Bukan cuma berganti nama, Christoph Mueller pun diangkat sebagai CEO. Mueller disebut-sebut sebagai pakar pemulih perusahaan penerbangan. Pada tahun 2009, Mueller pernah menjadi CEO maskapai Irlandia bernama Aer Lingus. Ia berhasil mengembalikan posisi perusahaan dari kondisi rugi besar menjadi mampu bersaing dengan maskapai bertarif murah.

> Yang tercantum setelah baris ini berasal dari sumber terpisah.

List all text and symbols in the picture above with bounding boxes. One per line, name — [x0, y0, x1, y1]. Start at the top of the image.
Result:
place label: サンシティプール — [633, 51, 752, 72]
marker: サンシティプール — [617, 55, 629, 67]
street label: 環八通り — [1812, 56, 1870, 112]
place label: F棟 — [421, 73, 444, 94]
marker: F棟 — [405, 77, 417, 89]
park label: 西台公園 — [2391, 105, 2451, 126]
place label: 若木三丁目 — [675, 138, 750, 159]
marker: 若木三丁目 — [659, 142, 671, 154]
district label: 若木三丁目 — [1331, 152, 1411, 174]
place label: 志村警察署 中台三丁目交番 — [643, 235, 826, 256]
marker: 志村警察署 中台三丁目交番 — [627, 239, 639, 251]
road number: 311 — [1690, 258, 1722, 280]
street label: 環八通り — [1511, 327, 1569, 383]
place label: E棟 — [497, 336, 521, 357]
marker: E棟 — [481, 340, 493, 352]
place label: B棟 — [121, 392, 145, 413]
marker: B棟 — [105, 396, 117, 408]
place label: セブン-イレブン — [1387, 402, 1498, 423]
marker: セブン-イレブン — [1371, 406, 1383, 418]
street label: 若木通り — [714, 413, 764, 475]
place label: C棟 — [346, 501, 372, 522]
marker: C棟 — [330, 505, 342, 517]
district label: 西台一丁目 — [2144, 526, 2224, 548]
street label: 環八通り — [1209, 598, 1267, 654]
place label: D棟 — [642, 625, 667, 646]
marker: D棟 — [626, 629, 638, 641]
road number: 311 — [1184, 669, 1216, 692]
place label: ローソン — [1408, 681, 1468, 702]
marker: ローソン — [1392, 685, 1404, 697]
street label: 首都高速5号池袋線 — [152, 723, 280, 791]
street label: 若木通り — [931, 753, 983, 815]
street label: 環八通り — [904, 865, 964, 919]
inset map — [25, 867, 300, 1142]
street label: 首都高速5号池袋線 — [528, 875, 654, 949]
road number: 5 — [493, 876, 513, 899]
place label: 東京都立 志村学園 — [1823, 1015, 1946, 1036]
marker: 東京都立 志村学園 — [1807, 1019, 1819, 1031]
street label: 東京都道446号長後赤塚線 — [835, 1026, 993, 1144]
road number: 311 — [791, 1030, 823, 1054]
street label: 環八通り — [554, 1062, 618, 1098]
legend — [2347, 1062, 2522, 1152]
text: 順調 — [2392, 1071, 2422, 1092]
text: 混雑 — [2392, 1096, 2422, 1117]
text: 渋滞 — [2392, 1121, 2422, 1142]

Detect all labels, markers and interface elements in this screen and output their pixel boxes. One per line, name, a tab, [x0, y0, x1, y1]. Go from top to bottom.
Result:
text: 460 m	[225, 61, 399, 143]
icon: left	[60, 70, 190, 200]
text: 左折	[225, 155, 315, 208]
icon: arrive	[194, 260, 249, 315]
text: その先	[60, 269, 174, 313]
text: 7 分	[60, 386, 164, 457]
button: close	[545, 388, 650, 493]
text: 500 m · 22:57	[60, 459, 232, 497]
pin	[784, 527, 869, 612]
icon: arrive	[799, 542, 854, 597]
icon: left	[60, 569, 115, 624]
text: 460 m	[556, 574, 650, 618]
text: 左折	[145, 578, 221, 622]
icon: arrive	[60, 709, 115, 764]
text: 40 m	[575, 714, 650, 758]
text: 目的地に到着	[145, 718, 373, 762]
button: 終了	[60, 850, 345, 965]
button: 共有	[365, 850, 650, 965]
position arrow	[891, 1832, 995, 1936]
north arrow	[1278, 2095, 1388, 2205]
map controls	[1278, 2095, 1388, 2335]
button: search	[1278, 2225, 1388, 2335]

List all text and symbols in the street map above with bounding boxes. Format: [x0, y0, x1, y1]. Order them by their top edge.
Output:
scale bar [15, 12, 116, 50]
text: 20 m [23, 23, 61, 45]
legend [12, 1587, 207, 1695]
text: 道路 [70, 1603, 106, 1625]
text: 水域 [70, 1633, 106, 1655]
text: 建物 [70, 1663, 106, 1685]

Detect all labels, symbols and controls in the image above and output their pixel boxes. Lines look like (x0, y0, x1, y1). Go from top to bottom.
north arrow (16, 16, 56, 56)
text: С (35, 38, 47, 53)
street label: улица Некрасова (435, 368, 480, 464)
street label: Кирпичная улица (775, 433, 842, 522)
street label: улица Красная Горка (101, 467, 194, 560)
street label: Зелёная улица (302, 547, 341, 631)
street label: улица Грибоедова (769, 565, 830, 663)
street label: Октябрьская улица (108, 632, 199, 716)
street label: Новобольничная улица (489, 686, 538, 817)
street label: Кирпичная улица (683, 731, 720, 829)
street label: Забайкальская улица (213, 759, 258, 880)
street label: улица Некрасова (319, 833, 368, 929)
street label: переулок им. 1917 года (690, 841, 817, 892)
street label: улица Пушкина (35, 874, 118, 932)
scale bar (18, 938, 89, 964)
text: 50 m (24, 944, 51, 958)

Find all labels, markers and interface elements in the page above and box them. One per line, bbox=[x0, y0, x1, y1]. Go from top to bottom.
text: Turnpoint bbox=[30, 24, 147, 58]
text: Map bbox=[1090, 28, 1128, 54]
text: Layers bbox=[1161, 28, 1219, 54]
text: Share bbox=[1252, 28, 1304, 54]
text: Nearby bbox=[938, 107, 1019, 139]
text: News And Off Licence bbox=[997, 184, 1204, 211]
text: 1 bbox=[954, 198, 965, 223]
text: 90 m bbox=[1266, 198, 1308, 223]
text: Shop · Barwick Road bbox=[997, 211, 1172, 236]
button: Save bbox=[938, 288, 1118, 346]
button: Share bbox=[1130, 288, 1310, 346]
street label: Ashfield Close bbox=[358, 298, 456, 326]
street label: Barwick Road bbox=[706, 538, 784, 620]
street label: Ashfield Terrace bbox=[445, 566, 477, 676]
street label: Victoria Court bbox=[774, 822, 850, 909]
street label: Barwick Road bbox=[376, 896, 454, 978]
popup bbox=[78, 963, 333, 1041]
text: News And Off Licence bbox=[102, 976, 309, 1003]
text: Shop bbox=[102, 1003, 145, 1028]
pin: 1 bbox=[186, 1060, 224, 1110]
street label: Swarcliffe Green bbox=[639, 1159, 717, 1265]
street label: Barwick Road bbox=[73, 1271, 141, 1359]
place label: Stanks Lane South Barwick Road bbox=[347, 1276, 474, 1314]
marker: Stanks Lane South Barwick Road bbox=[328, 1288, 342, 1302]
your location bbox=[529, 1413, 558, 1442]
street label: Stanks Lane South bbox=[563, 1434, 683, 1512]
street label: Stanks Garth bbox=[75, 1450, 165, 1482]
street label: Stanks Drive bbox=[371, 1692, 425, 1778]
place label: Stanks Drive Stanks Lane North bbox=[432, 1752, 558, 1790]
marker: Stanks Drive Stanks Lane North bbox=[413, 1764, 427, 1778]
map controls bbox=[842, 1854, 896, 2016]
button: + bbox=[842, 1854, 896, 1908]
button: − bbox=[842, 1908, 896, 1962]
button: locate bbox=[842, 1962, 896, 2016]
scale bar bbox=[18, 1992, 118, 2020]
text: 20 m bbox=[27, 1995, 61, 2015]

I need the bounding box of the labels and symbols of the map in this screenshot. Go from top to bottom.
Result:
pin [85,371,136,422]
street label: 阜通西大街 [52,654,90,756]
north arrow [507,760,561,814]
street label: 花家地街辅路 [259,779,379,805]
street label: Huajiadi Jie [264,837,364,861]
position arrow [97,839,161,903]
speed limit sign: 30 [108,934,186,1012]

“Saya ingin menekankan bahwa kami bukan lagi MAS yang sangat bermasalah. Kami adalah benar-benar baru, dengan visi yang juga baru,” kata Mueller saat penggantian CEO itu diumumkan. Ia juga menjanjikan, di bawah komandonya, Malaysia Airlines akan mencapai titik break even pada 2018.

Atas nama efisiensi, MAS memberhentikan 6.000 atau 30 persen dari total karyawannya. Pengurangan karyawan ini adalah salah satu dari rencana recovery. Rencana lainnnya adalah menargetkan untuk kembali melantai di bursa pada tiga hingga lima tahun setelah delisting. Mueller juga menargetkan perusahaan sudah bisa meraup keuntungan pada 2017 mendatang.

Belum lagi target-target itu tercapai, April lalu, Mueller mengumumkan pengunduran dirinya. Tak ada penjelasan yang pasti atas pengunduran diri ini. Ini tentu kabar buruk bagi Malaysia Airlines. Para analis menilai ini akan mengganggu proses pemulihan perusahaan. Padahal, beberapa rencana pemulihan telah berjalan lancar.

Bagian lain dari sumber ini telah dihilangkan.